The French roads were good and almost completely empty until we were within a few miles of Paris. We drove around the inner ring and out to Versailles. We got a bit lost, but eventually found signs and made it. I had been to Versailles a couple years ago, so once I was in town I knew where to go.

We stayed at Hotel Cheval Rouge. It is a nice little place right by the market and a five-minute walk to the palace. It has parking in a locked courtyard and our room was right above the car. We went to eat at a little place down the street called Café XXL. They had a special on mussels, which was great.

Picture 1 - Prinz Hotel
Picture 2 - Rothenburg
Picture 3 - Leaving Rothenburg
Picture 4 - Hit top speed...


----------



## Ryan2006 (Sep 19, 2005)

*Day 17 - Friday, January 6, 2006*

We got up fairly early so we could see the Versailles market and get to the Palace of Versailles before the crowds hit. The market was a good experience. Everyone was buying their food for the day at different stands and it all looked so good. What variety they have!

After that we checked out of the hotel and went to the palace. I had been before, but just around the outside. This time we got a guided tour, which I highly recommend. It not only included the guided tour of rooms you could only see that way, but also included the self-guided tour. The rooms are really something to see. After the tours of the inside we went for about a two-hour walk through the gardens. They are huge and impressive.

After Versailles we drove to our hotel in La Defense, just outside Paris. It is a business area, so it is very quiet on the weekend. I got a good rate at the renaissance because of this. After we checked in, we walked around La Defense and found a supermarket. We were getting a little sick of eating out, so we thought some local food would be good. In the mall we found a WalMart type store that was crazy with shoppers. There was a huge variety of food. We got some baguettes, cheese, sausage and wine. After dinner we went into town to take some night photographs. We saw the Eiffel Tower and the Arc de Triomphe.

Picture 1 - The gardens at Versailles
Picture 2 - Arc de Triomphe
Picture 3 - Eiffel Tower


----------



## Ryan2006 (Sep 19, 2005)

*Day 18 - Saturday, January 7, 2006*

Woke up a little late, probably due to the bottle of wine the night before. We bought a two-day subway pass and headed into town. First, we went to Musée d'Orsay. Everyone we had talked to loved this museum, and we were no different. We spent about three hours wandering around taking things in.

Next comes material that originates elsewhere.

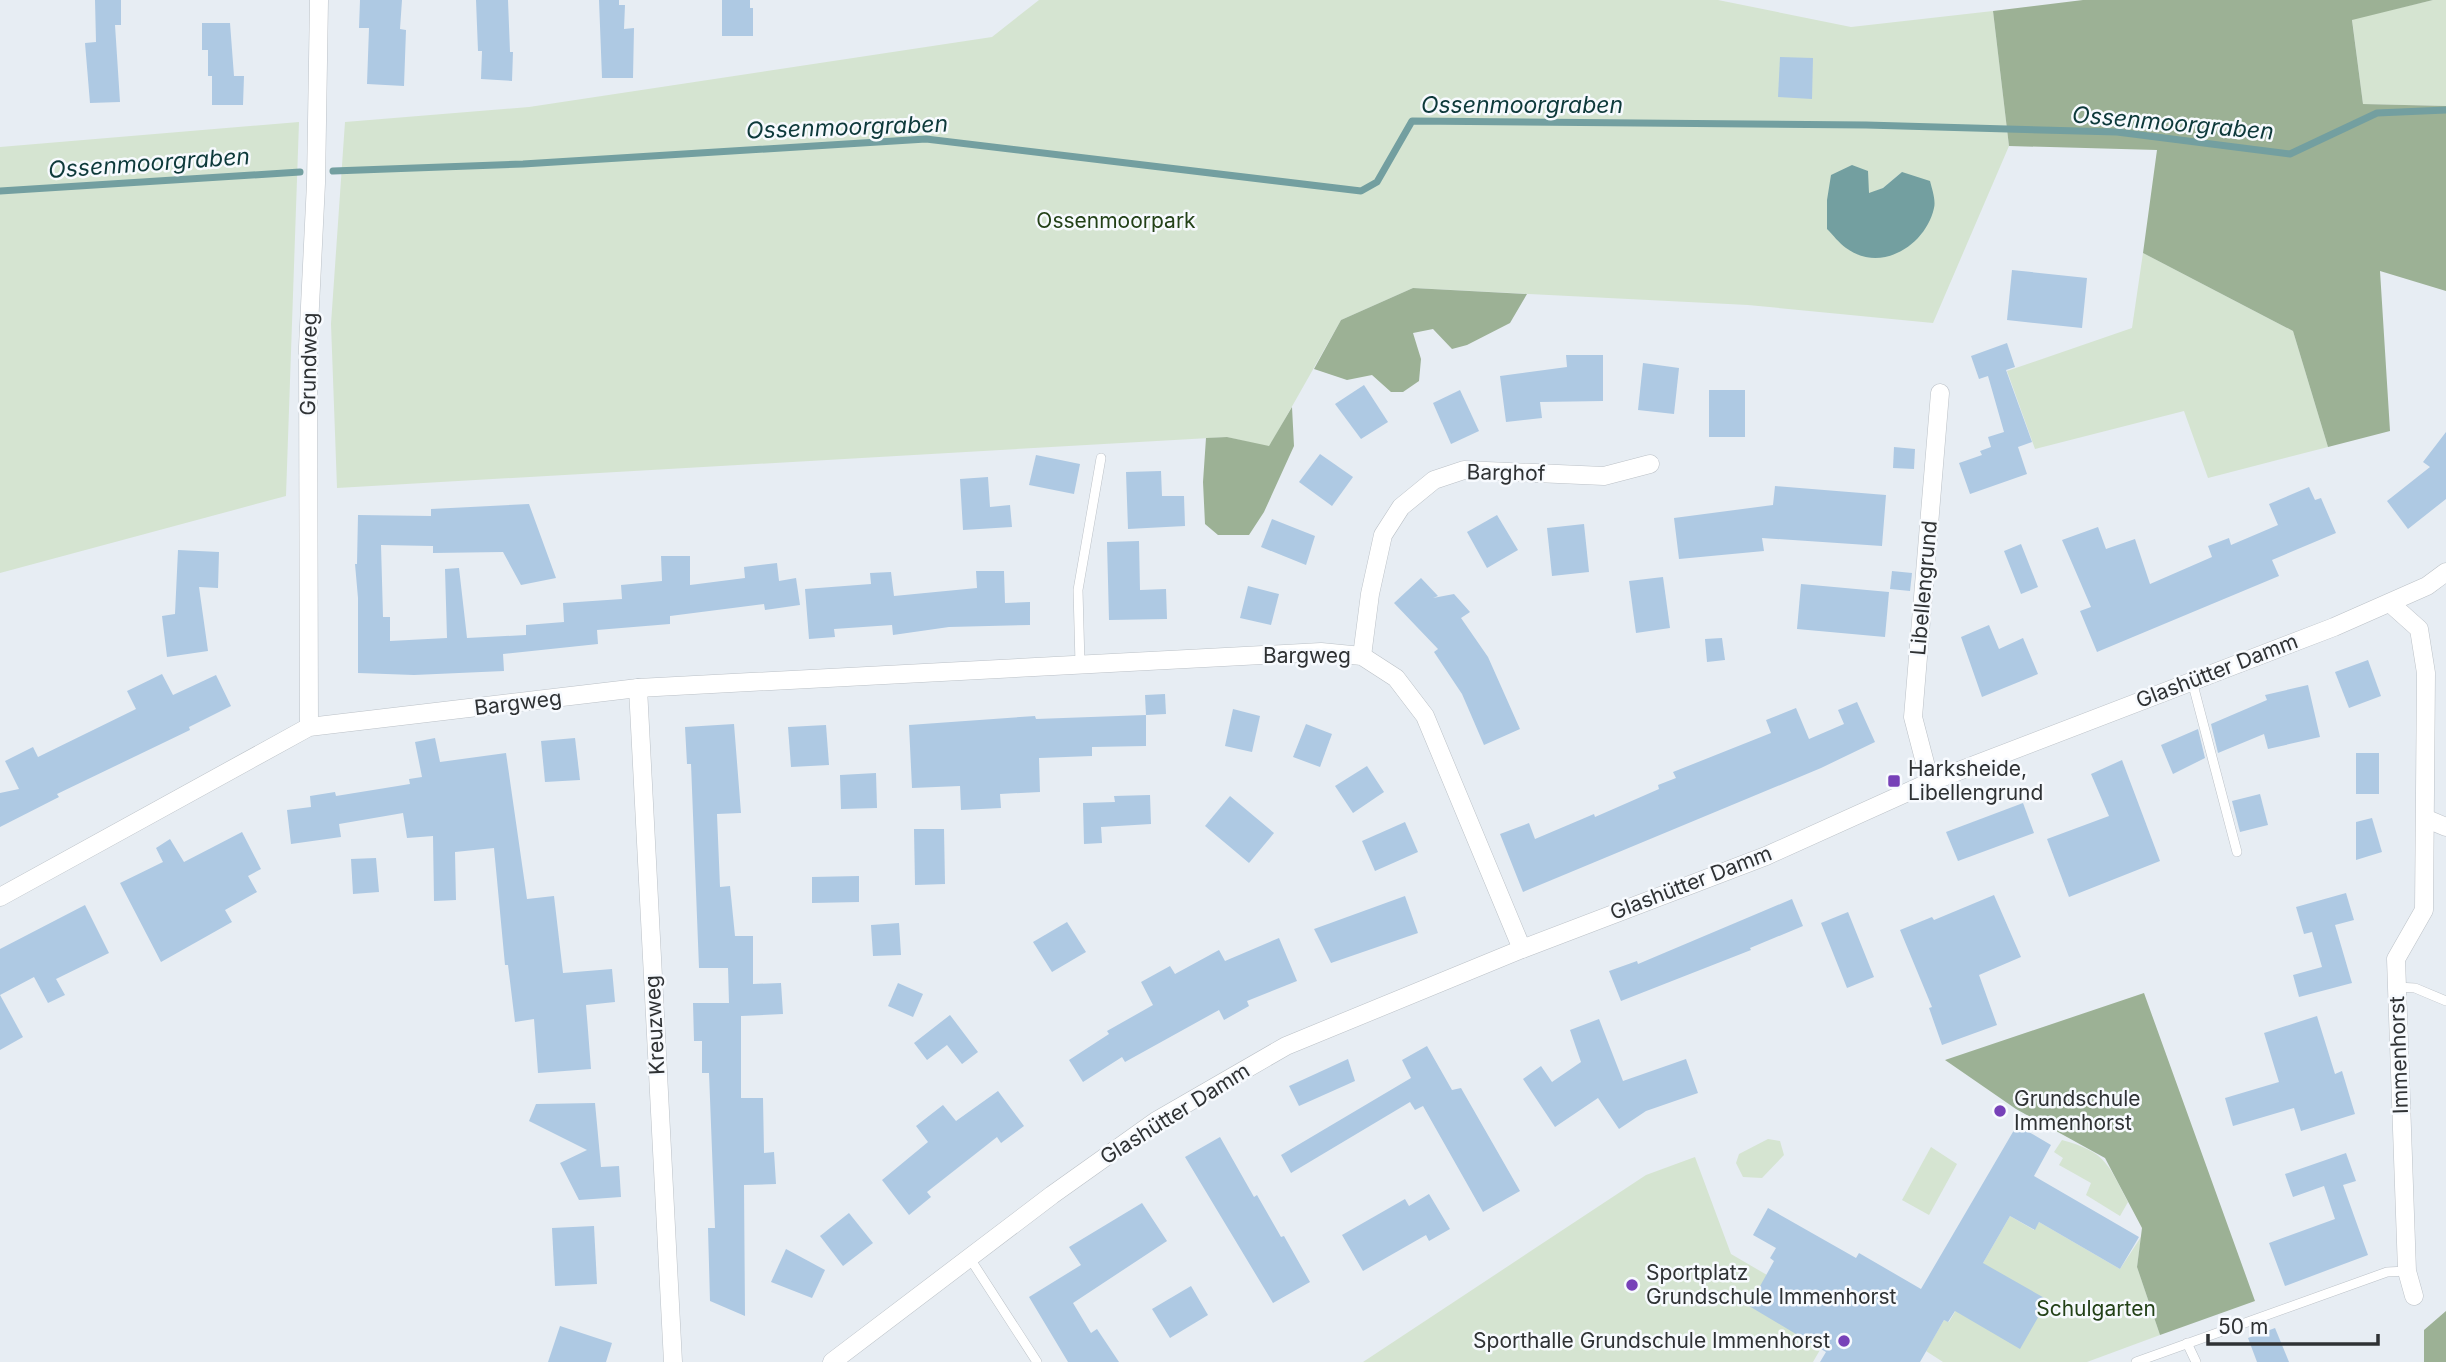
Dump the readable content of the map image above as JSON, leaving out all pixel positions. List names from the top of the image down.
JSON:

That was about enough art for the day, so we had lunch and went to Notre Dame. We walked around inside and spent the two euros on the treasurer's room.

After Notre Dame we went to Sainte Chapelle, which is a short walk away. The stained glass is amazing, and we just sat there and looked at it for about ½ hour. Next we went over to the left bank across Pont Neuf, walked around and found a café to sit at. We had great coffee and crepes. We found another supermarket in the area and picked up food for dinner. We were in before 8:00pm.

Picture 1 - Musée d'Orsay
Picture 2 - Notre Dame
Picture 3 - Sainte Chapelle


----------



## arnolds (Dec 21, 2001)

Thanks for the updates!


----------



## Ryan2006 (Sep 19, 2005)

*Day 19 - Sunday, January 8, 2006*

We slept in late again today. By now, we are both ready to be home. We decide to quickly hit the Louvre, Père Lachaise Cemetary, Sacre coeur, Pompidou Center and Champs-Elysees. We spent about 3 hours at the Louvre, but only briefly hit each of the other sights. We did see both Frédéric Chopin's and Jim Morrison's graves. Even in the rain, there were lots of people at both graves. When we got back to the hotel I cleaned out the car and took out the first aid kit and triangle.

Picture 1 - Louvre
Picture 2 - Jim Morrison's grave
Picture 3 - Frédéric Chopin's grave
Picture 4 - Sacre coeur
Picture 5 - Pompidou Center


----------



## Ryan2006 (Sep 19, 2005)

*Day 20 - Monday, January 9, 2006*

The flight was at 12:55, so we decided to get up early to make sure drop-off and everything was not rushed. Traffic was very light at 7:00am in Paris and we made it from La Defense to CDG in 40 minutes. I found the Total station with the car wash, no problem. I got a card for five Euros and went through. Only on the second pass the brushes stopped at the back of the car and just kept spinning on the trunk. I just drove out of the thing with it still running. It was rinsed fine, so all was OK.

We got to TT Car Transport a half hour before they opened, so we had lots of time to pull the front plate off and check out the car. They flew through the paperwork and got us off to the terminal.

OK, now the fun part. Charles de Gaulle is probably the worst airport in Europe I have been through. It is crowded and dirty. We were flying business class and had lounge passes, so they told us they would let us know when to go to the gate. About 1 hour before the flight they told us to go. When we got there the line for security was very long and was backing up quickly. After being move from line to line we barely made it on the flight, which ended up being ½ hour late. Note: when flying CDG, get to the gate early! The flight to Philadelphia was fine, but it arrived about an hour late. Tack on immigrations and customs, and we missed our flight to Albany. We got rebooked to a later flight and made it home safe. It was fun, but we are glad to be back. Now the wait&#8230;


----------



## Ryan2006 (Sep 19, 2005)

*Final Report*

Here is the combined final report...


----------



## X550-ED (Aug 27, 2005)

That was an amazing trip. Thanks for sharing :thumbup:


----------